You'll have to explain my ignorance of the physics involved but how can testing RAW vs. JPG have any effect on the physical characteristics of the lens optics?

I can understand if it were a Canon lens on a n 5D MK3, 1DX or 6D body with lens correction turned on, but I wasn't aware that switching between RAW and JPG can affect lens characteristics?

Please explain...

ET


----------



## dr croubie (Jan 16, 2013)

It's not that it's changing the lens characteristics, it's changing the way the photo is presented.

Extreme case: take a photo of a wall, process it in DPP from RAW twice.
First photo, set contrast to +5. Second photo, set contrast to -5. They are going to have vastly different vignetting *numbers*, because the numbers are taken from looking at the *photo*, and the photos look different even when taken with the same lens.

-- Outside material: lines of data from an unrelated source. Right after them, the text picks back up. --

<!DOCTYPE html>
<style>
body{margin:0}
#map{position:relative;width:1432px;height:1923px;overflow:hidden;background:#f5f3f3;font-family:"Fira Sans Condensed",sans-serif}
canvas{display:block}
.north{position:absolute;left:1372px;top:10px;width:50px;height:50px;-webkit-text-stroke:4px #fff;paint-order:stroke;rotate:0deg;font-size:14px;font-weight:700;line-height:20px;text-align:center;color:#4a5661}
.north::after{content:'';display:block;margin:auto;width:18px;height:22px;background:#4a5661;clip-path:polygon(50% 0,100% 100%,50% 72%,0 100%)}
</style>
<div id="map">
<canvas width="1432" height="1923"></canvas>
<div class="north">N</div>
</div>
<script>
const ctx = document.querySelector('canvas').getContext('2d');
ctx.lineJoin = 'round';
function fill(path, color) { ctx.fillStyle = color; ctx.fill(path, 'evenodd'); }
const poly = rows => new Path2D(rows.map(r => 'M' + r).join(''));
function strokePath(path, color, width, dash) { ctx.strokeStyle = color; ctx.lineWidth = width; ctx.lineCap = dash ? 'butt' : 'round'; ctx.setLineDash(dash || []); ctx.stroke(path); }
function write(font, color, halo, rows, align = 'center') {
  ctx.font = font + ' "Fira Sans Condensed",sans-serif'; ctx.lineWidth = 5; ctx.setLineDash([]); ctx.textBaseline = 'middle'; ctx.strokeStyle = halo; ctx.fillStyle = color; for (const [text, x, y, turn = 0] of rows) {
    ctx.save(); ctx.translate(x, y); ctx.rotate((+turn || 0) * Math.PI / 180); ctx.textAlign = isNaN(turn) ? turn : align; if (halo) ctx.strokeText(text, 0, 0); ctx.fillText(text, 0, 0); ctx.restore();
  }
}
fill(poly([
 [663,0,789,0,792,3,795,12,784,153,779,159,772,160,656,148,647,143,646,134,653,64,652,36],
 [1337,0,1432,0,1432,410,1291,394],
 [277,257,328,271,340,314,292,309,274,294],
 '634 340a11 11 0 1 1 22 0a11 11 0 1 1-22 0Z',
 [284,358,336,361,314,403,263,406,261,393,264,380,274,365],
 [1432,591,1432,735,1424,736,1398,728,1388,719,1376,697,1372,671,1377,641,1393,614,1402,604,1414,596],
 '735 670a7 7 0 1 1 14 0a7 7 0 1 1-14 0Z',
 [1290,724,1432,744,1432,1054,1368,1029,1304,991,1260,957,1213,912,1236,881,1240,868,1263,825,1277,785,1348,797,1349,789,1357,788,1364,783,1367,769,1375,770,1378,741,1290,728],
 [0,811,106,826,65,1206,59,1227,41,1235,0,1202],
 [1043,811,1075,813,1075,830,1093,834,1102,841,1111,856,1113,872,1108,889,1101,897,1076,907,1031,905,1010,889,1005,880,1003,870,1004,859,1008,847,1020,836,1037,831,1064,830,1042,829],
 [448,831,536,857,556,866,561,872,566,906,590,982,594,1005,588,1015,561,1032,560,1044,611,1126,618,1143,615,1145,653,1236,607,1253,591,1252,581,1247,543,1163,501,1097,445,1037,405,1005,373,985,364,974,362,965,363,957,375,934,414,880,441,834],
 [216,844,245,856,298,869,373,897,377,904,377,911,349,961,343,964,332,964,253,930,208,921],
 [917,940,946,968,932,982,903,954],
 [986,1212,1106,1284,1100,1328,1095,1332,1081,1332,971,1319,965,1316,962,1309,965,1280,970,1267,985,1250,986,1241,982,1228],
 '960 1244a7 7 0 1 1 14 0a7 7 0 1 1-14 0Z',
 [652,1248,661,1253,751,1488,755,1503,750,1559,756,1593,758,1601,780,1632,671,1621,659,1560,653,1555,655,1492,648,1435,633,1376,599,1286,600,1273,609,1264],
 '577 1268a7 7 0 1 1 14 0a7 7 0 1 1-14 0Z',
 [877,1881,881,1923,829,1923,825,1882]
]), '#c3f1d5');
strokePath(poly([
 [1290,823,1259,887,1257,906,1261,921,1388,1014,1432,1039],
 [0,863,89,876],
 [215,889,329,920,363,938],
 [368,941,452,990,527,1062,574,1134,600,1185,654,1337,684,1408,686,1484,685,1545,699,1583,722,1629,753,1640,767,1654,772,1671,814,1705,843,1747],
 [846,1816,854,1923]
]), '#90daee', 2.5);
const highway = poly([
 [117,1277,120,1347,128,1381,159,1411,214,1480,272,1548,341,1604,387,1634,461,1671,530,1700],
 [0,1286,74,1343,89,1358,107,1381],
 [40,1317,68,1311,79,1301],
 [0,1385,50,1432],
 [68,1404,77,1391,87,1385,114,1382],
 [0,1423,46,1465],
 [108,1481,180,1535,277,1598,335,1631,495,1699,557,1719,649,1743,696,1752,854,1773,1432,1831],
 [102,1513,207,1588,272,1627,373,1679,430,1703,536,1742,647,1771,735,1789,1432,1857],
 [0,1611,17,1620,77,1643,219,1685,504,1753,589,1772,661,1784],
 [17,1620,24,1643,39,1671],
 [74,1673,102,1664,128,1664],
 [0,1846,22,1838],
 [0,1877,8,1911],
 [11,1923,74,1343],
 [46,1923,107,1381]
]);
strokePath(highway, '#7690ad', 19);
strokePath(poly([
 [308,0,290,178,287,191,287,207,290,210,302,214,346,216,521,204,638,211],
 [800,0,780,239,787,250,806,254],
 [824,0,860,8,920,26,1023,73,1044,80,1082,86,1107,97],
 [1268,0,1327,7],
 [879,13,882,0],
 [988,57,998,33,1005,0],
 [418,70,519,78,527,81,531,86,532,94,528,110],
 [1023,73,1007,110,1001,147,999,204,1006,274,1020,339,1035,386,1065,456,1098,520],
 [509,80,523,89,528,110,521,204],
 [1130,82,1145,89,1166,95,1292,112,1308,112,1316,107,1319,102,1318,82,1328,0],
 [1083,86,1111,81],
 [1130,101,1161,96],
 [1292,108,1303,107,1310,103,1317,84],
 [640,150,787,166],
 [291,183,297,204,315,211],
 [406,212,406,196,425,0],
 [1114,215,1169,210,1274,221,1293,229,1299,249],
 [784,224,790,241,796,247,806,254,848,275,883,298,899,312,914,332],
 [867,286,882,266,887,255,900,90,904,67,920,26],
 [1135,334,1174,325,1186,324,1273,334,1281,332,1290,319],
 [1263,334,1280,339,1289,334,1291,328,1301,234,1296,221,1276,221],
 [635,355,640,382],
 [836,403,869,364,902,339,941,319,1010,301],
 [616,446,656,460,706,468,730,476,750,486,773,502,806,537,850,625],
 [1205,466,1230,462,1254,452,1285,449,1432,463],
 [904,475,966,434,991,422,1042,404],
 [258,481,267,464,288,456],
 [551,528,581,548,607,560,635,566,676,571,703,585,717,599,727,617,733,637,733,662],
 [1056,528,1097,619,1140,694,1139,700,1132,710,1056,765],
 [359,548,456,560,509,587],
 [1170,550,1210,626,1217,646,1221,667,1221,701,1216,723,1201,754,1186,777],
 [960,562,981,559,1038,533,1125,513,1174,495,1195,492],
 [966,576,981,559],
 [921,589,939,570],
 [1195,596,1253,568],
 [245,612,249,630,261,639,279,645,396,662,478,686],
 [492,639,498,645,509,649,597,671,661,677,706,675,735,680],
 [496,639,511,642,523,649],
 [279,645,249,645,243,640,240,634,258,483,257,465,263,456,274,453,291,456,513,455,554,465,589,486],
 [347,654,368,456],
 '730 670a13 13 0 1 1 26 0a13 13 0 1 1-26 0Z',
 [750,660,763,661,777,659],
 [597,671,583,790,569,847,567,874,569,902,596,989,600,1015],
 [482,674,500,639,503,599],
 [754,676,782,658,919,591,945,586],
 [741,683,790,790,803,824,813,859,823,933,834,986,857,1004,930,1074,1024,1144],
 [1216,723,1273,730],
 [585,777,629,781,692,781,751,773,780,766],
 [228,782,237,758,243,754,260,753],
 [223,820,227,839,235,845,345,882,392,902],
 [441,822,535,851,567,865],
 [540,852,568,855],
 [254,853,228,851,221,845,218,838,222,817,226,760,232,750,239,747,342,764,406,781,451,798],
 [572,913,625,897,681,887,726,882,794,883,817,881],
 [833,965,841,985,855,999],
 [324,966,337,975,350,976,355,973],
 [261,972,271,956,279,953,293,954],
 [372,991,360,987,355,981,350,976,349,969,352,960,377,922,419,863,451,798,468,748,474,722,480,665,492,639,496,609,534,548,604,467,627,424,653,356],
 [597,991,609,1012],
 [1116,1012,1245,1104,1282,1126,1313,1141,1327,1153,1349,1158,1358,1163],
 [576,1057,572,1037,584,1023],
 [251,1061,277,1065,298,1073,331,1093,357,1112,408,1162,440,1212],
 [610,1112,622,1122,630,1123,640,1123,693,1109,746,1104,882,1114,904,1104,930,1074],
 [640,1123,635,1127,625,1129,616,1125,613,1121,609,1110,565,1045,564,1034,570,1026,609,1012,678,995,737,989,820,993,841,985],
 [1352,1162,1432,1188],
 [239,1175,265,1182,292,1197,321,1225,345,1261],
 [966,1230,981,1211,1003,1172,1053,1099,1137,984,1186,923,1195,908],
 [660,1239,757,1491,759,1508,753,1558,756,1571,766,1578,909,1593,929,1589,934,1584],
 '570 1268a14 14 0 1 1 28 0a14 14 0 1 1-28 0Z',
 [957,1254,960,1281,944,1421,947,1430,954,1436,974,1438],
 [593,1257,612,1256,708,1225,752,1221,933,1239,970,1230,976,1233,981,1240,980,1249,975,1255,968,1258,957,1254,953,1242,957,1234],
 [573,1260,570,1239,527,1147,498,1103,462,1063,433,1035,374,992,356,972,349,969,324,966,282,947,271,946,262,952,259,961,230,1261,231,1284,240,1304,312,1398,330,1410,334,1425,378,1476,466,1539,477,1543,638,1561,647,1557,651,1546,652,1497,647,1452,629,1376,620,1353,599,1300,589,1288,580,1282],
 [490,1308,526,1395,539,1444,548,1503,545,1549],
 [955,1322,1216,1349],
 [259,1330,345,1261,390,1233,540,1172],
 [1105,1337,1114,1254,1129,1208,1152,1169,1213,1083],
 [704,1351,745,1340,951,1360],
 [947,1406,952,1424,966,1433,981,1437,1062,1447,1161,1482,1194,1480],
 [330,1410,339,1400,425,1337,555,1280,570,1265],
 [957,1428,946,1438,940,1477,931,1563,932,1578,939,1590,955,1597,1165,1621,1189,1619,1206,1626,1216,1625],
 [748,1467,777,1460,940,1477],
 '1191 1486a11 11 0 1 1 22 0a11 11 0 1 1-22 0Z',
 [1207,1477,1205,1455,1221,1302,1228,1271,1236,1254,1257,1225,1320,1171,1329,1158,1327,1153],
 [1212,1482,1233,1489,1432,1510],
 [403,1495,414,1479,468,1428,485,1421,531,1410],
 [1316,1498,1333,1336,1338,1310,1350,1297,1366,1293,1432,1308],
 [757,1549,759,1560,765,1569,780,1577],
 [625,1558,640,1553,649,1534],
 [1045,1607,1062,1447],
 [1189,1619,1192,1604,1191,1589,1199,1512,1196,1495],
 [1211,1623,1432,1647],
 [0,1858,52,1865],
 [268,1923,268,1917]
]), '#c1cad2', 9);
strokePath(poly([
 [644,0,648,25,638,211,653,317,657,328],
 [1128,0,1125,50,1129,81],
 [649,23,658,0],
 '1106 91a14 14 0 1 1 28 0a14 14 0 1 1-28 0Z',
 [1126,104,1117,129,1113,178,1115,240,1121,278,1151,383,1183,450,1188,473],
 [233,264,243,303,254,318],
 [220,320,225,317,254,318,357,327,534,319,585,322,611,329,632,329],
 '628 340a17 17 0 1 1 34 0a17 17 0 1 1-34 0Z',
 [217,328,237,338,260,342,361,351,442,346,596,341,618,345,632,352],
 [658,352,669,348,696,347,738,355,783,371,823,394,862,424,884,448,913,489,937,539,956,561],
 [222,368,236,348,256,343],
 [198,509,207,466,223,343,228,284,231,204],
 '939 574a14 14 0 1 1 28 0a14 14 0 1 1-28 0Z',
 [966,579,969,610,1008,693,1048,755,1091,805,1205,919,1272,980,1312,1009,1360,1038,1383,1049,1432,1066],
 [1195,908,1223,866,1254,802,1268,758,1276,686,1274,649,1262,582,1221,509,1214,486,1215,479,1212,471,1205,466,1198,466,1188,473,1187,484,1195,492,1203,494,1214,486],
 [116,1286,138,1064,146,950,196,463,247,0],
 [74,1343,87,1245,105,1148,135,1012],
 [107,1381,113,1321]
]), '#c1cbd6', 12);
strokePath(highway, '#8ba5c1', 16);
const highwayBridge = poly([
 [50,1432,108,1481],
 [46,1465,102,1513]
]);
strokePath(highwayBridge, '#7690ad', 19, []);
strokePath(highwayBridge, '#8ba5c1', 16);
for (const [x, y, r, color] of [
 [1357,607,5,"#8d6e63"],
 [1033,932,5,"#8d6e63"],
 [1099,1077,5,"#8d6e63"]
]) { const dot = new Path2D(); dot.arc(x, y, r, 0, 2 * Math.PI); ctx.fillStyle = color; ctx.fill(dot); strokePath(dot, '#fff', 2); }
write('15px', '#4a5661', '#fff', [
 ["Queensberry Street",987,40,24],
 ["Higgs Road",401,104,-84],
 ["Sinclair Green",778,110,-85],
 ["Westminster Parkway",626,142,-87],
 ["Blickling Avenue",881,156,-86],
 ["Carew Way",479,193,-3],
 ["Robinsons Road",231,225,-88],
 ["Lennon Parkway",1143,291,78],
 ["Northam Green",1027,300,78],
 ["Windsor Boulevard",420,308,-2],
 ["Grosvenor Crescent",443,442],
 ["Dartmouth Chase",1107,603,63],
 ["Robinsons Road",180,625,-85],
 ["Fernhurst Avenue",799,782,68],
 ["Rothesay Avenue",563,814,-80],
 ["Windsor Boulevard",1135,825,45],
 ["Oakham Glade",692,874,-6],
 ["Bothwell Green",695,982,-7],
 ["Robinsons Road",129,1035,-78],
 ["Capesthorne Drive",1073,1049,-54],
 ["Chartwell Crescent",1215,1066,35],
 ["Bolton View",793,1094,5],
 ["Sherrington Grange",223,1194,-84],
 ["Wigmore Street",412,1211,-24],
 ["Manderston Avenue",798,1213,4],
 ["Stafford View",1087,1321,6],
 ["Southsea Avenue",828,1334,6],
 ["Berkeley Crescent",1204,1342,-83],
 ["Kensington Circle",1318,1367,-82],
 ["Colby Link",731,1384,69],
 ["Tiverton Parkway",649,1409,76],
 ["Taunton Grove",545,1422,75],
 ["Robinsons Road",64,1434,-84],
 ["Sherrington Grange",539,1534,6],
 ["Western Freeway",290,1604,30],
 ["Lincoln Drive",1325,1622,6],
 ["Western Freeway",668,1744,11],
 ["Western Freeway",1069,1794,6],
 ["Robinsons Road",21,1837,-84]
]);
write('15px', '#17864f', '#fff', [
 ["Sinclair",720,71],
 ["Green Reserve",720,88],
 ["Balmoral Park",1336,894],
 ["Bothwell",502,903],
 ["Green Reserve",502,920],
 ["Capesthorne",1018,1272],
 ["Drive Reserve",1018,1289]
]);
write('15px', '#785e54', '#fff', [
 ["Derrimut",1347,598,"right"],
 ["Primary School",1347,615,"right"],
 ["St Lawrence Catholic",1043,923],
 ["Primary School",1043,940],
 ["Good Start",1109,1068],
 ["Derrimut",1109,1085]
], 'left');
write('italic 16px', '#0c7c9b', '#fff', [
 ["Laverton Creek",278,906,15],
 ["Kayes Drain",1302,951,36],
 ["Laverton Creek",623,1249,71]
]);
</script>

Now, i'm not saying that any review sites do that on purpose. But say one takes in raw and dpp processes at 0 contrast, and the other one just uses the camera jpg. The camera could be set to +1 contrast by default maybe? or even if the camera says '0 contrast' in its Picture Style menu, that could be more or less than what '0 contrast' in dpp gives you? Or even some thoughtless reviewer pressed for time accidentally leaves the 'vignetting correction' on by accident in-camera?
I don't know, it's all possible. In short, as long as you trust a single reviewer to keep doing the same thing over and over with the same equipment, then their results are comparable to each other. (Even if you trust a single reviewer, sometimes things out of their control mess up. Bryan at TDP noticed a bug in DPP a while back, where he'd set noise correction off for his processing, but in certain cases it turned itself back on and invalidated a lot of his results. At least he noticed and has since gone back and re-tested all the affected lenses, I hate to think how long that took him)

For further reading, here is a well written article by Roger about comparing results between reviewers and sites. He's mainly talking about resolution numbers, but just susbtitute the word 'vignetting' and you'll still have the same idea.
Or read any review at photozone.de (at least in a Nikon review), you'll get the following warning:


photozone.de said:


> We're performing our vignetting analysis based on (uncorrected) JPEGs straight from the camera. The JPG engine of the Nikon D3x features a rather flat gradation curve, thus has a moderate contrast characteristic, resulting in comparatively low vignetting figures - the corresponding Canon figures are roughly 40% higher due to the more aggressive default contrast setting.


Were any of those Sigma reviews taken on Nikons? Or even if they were all canons, do the 5D2, 5D3, 1Ds3, 1DX all behave exactly the same? (I think you get the point by now)


----------